**** Material supplied

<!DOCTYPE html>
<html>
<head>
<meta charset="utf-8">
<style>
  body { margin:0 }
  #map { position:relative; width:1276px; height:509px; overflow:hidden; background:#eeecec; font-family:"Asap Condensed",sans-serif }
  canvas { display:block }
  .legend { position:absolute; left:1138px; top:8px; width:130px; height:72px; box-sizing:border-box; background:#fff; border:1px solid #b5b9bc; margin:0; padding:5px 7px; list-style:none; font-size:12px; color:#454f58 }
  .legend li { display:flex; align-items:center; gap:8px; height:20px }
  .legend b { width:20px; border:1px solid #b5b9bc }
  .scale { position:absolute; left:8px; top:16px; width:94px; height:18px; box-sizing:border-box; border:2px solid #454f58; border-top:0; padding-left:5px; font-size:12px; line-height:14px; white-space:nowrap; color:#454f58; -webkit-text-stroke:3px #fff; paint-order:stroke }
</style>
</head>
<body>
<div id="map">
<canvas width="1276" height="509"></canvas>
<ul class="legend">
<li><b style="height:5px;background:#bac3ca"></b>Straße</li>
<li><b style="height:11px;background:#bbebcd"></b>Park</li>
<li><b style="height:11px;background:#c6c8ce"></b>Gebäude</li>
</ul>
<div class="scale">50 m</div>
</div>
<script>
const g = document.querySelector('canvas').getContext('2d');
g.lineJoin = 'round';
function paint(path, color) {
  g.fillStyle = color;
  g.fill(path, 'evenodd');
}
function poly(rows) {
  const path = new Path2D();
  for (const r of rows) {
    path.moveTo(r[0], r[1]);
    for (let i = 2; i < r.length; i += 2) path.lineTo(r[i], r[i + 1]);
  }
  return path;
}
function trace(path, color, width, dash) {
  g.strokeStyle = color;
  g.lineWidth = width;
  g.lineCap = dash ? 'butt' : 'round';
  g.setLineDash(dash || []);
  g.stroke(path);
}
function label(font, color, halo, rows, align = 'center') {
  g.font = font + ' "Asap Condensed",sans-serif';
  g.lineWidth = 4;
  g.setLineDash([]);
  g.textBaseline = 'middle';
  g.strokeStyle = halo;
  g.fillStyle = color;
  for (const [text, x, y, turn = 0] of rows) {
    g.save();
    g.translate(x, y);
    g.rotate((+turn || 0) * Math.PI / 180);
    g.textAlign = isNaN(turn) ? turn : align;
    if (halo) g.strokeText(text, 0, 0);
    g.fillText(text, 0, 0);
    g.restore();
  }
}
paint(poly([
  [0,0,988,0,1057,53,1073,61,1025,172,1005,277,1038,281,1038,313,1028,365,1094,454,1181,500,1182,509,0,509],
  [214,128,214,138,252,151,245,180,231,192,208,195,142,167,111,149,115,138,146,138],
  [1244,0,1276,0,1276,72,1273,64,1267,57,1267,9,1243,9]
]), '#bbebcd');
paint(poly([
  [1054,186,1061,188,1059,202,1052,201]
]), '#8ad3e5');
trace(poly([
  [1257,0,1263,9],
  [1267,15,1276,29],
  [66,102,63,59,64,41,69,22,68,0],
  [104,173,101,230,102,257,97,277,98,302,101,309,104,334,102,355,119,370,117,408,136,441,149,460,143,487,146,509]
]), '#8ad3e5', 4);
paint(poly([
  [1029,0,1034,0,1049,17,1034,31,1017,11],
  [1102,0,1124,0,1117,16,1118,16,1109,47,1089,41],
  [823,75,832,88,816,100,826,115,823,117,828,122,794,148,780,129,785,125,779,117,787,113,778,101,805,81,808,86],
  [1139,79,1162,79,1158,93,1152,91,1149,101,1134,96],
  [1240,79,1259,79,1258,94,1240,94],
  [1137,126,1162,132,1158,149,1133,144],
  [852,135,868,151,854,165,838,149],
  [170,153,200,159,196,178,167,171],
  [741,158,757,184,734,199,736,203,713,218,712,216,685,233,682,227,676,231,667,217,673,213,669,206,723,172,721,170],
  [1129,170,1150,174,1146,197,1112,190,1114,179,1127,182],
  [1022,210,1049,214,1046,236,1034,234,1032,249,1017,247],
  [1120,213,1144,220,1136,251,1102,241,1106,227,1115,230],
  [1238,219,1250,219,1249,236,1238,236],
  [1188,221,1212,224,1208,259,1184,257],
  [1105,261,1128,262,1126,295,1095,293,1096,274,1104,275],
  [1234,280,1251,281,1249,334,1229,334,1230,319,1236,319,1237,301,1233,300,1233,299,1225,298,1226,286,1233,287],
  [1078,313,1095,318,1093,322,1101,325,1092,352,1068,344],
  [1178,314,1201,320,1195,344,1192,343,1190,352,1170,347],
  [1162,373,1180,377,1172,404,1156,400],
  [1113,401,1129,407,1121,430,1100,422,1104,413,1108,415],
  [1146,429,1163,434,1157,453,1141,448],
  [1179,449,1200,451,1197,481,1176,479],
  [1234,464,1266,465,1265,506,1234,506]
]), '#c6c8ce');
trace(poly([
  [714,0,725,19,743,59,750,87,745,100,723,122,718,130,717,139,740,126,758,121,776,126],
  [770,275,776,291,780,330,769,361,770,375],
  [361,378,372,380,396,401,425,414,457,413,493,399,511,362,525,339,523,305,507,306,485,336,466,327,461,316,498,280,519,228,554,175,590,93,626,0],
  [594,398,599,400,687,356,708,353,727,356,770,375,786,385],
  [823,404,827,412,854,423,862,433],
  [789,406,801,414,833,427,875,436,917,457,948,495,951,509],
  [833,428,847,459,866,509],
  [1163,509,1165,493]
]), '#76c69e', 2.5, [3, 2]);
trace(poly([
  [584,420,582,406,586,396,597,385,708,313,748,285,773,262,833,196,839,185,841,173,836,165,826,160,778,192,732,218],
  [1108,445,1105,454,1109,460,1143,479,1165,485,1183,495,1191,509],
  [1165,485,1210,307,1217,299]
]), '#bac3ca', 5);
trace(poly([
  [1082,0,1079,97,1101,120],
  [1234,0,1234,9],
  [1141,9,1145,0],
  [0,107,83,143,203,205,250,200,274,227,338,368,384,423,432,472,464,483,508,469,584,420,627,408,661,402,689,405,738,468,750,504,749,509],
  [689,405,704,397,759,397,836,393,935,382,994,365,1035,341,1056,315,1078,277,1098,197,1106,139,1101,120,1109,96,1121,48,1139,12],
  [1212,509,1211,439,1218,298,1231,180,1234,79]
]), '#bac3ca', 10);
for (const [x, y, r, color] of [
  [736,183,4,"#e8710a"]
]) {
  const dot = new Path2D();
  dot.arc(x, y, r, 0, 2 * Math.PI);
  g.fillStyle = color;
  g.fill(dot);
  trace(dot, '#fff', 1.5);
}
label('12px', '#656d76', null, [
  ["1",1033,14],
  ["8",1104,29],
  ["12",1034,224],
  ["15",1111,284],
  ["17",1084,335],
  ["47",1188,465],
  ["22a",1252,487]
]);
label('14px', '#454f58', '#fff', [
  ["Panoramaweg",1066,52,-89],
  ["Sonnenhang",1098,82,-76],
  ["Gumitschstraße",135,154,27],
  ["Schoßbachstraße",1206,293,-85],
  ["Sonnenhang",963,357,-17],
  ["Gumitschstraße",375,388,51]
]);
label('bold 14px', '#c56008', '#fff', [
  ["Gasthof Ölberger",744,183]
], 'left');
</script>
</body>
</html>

********

- _Assigned task_
How many lines of the data above include the word "Math"? Only that number should be returned.

- _Task output_
2